Isabella Marie Boyd, popularly known as Belle Boyd was born in Martinsburg, Virginia on 9th May 1844. She attended Mount Washington Female College in Baltimore, Maryland and actively participated in fund raising activities for the Confederacy. In July 1861, the Union forces occupied the city of Martinsburg. However, the Boyd house still openly displayed confederate flags. On noticing this, the Union soldiers tried to enter the house and raise the Union flag. In this process one of the soldiers cursed and Boyd’s mother and Boyd retaliated by shooting him to death. Though she was acquitted of all charges, Union soldiers were posted around her house. From here began her career as a “rebel spy” at the age of 17.

Belle Boyd, Confederate Spy Source: Wikipedia
Belle Boyd, Confederate Spy
Source: Wikipedia

Boyd used this opportunity to engage in conversations with Union soldiers and obtain valuable information about the federal troops which she delivered to the confederate soldiers via her servant. During the Battle of Winchester she undertook hazardous journey to personally deliver crucial information to the confederates led by General Thomas J. “Stonewall” Jackson which helped him to defeat General Nathaniel Banks’s forces in the war. Boyd’s continued exploits to provide Union secrets to the Confederacy helped her achieve significant fame.

However, she was arrested and imprisoned in the Old Capitol Prison in Washington on 29th July 1862 and was eventually released as part of exchange of prisoners. Again she was arrested in July 1863 and imprisoned for 3 months. After her release she volunteered to courier confidential confederate papers.

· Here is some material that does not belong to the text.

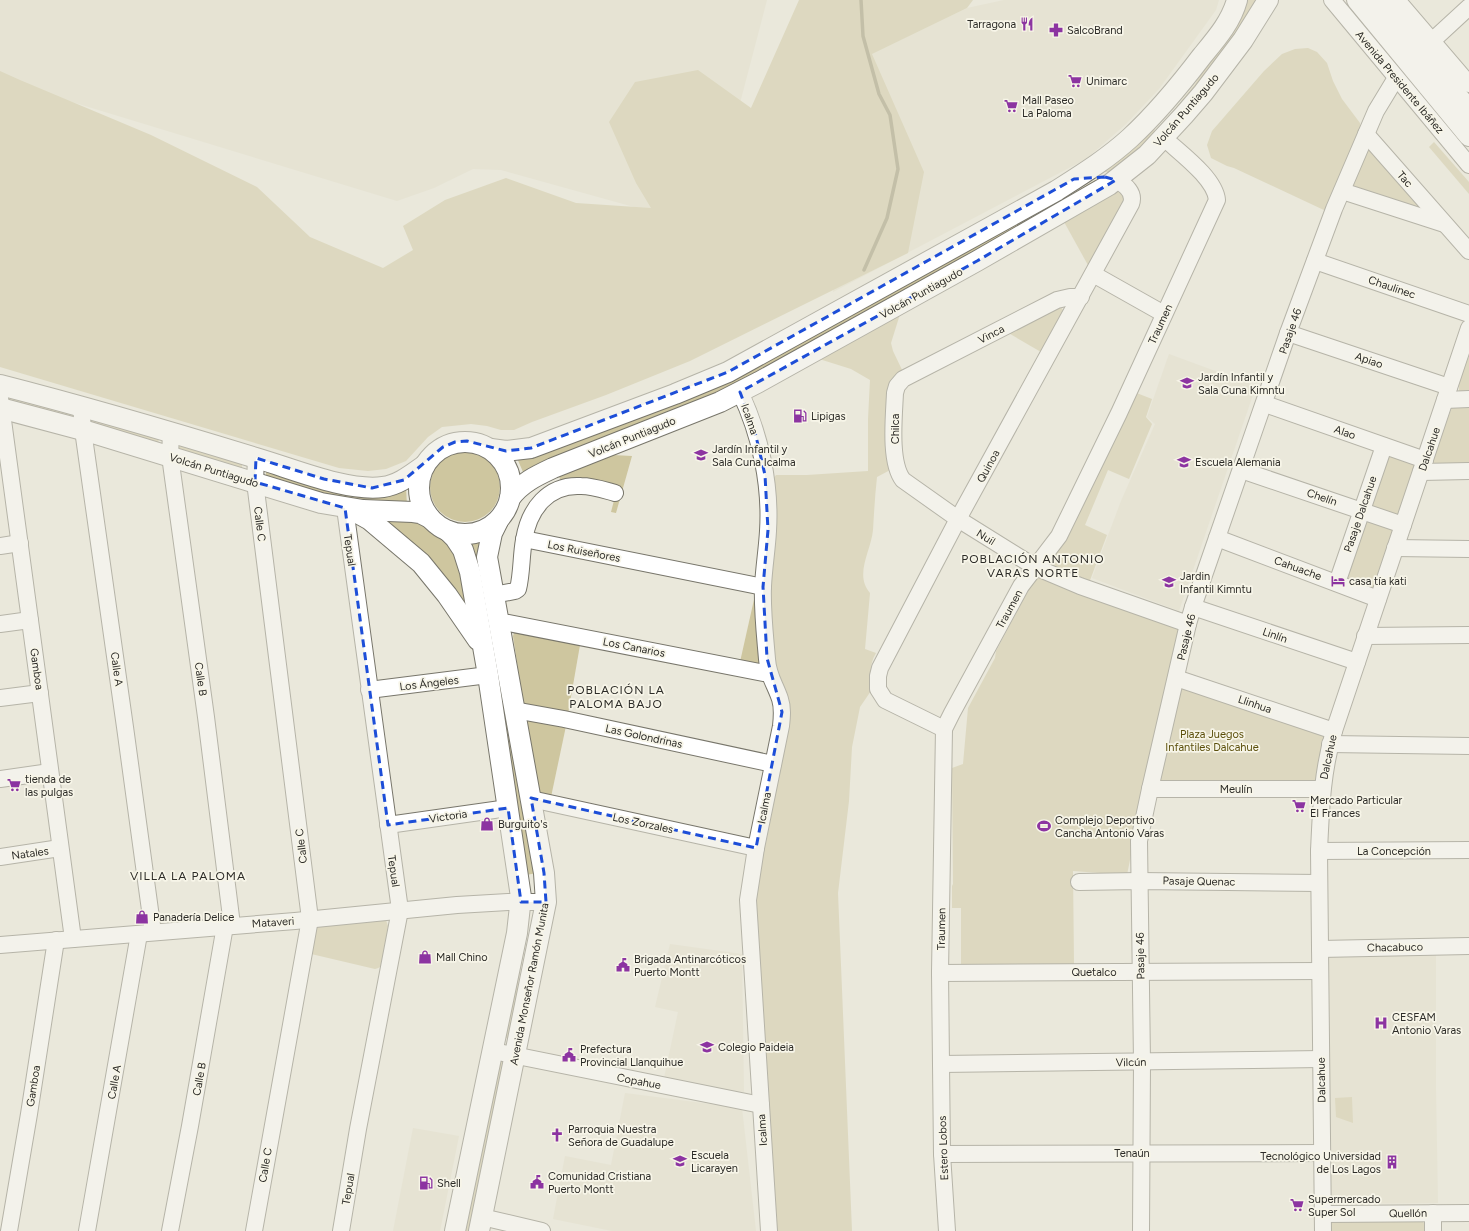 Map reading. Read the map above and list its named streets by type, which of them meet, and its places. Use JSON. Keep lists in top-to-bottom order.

In 1864, she sailed for England with letters from the Confederate President Jefferson Davis. The ship was intercepted by a Union vessel. Boyd with the help of Samuel Wylde Hardinge, a naval officer of the Union forces made it possible for the Confederate captain of the vessel to escape. On returning to the United States Hardinge faced court martial for assisting the enemy. Boyd was banished to Canada but she managed to reach England and married Hardinge in August 1964, only to be widowed in early 1965.

In 1865, she published her two-volume memoir of her war time activities, Belle Boyd in Camp and Prison.

In 1866 she debuted on the stage in The Lady of Lyons in Manchester. She worked in several plays over the next few years and was proclaimed for her beauty. She retired in 1869 and married John Swainston Hammond. However the marriage was dissolved in 1884.

Boyd returned to the stage to support her family after her third marriage with Nathaniel Rue High of Toledo, Ohio, a stock-company actor. She toured the country staging narratives of her own exploits as a spy.

She died on 11 th June 1900 during her speaking tour in Wisconsin and was buried in the Wisconsin Spring grove Cemetery.